**WHAT YOU SHOULD DO**
For every line that contains the string "Glenside", pull that line out of the material below.

**EXERCISE DATA**
• • • • •
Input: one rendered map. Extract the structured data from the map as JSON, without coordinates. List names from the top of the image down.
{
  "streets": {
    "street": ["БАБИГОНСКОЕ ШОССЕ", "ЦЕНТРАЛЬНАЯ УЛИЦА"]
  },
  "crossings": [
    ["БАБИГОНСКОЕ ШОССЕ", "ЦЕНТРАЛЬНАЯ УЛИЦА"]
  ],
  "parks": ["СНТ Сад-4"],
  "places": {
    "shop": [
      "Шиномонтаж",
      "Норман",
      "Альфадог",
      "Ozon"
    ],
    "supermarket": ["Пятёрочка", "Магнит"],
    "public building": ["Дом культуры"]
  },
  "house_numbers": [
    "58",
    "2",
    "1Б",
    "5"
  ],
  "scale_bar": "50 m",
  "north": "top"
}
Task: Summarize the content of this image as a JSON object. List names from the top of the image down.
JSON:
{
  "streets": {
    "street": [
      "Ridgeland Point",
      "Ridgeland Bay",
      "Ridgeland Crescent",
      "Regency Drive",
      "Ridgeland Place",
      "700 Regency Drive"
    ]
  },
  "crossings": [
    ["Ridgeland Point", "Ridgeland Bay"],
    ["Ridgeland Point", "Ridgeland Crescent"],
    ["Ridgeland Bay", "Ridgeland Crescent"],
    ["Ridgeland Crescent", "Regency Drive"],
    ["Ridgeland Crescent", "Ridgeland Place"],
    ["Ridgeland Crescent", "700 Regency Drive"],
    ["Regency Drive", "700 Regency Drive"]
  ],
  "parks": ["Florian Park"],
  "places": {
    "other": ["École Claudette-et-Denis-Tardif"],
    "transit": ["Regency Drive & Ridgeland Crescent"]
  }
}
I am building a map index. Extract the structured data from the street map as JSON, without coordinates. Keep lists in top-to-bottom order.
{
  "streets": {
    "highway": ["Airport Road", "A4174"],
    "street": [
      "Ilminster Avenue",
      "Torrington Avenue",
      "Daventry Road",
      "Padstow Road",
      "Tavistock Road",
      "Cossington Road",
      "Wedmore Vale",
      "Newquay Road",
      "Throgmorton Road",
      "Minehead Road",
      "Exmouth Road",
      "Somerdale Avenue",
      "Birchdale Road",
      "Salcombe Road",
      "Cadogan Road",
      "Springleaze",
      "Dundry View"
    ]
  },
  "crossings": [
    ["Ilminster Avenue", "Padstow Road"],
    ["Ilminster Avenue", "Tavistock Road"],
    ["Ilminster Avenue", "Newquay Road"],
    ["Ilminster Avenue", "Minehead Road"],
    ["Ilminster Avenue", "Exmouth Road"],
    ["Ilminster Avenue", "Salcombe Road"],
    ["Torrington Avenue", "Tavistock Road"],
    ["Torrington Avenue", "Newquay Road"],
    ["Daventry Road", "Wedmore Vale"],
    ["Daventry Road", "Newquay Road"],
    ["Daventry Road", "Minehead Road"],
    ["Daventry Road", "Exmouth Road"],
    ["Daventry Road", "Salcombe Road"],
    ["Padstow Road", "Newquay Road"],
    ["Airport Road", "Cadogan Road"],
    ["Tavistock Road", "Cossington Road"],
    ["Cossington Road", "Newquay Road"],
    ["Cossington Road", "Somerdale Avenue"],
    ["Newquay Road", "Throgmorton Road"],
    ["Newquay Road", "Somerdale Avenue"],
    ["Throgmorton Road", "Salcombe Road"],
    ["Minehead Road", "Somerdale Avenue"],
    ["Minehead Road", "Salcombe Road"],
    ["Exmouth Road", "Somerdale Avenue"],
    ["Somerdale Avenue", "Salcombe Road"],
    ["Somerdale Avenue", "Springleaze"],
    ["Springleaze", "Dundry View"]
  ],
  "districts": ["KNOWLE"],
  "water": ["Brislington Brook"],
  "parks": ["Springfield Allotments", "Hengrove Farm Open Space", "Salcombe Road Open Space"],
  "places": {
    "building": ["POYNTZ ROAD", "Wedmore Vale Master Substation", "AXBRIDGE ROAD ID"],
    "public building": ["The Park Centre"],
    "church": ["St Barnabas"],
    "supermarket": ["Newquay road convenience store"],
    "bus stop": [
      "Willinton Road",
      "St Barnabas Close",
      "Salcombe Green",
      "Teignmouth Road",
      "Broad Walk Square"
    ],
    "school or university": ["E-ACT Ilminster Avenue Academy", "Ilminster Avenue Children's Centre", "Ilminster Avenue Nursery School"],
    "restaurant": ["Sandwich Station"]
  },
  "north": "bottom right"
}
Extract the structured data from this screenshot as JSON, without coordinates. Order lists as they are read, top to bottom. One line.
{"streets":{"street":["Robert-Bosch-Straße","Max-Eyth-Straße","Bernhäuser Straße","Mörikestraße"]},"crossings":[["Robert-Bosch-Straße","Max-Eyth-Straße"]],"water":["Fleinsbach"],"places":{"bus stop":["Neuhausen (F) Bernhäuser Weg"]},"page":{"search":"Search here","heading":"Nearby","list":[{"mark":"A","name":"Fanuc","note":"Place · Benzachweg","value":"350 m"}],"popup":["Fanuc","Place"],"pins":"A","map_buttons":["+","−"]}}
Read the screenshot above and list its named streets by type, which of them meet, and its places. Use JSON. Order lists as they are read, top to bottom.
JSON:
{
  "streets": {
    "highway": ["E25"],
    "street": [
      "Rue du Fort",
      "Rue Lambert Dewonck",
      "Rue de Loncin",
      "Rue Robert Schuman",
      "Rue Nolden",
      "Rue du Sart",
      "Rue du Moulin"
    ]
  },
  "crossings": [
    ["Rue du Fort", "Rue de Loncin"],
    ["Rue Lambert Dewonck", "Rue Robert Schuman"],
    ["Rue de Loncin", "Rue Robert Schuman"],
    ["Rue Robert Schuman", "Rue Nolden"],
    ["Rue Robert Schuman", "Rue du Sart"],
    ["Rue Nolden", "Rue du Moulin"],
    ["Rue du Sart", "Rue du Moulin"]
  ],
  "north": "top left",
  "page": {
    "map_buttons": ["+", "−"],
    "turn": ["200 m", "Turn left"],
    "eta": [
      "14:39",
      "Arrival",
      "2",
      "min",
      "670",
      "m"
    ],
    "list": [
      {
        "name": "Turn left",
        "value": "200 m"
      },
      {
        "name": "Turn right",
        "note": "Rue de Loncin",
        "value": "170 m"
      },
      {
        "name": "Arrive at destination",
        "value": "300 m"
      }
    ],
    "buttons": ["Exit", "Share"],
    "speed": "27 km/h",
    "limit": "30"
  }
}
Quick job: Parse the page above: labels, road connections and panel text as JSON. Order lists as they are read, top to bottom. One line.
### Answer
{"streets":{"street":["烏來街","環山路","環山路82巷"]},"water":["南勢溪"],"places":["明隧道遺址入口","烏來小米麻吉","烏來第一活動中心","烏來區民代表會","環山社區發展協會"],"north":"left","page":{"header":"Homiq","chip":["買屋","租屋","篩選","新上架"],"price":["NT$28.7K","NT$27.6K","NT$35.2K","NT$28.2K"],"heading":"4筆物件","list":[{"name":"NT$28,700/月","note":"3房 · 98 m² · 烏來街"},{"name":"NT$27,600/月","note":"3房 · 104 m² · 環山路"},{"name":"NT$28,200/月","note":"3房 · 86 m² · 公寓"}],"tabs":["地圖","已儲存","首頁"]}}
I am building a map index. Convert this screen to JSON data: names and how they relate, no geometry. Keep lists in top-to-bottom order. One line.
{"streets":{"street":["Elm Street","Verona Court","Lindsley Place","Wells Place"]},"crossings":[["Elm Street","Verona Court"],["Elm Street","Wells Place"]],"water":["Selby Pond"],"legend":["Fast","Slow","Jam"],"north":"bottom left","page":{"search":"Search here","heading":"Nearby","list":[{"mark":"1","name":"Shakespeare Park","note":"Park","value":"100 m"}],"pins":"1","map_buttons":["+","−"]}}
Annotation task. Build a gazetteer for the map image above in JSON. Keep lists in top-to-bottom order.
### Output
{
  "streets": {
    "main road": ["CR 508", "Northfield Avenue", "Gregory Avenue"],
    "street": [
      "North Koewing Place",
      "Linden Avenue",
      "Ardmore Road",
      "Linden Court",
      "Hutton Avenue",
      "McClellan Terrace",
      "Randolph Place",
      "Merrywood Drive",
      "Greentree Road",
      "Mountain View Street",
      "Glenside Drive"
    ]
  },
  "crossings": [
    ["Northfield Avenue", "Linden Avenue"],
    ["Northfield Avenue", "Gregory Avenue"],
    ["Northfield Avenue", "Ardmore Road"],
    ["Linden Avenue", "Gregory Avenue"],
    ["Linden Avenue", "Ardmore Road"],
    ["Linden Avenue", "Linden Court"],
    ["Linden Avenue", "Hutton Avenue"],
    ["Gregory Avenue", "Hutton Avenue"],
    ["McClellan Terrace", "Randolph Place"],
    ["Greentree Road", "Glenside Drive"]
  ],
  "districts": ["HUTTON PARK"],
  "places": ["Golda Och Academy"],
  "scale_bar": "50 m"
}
• • • • •
**ANSWER TO THE PROBLEM**
      "Glenside Drive"
    ["Greentree Road", "Glenside Drive"]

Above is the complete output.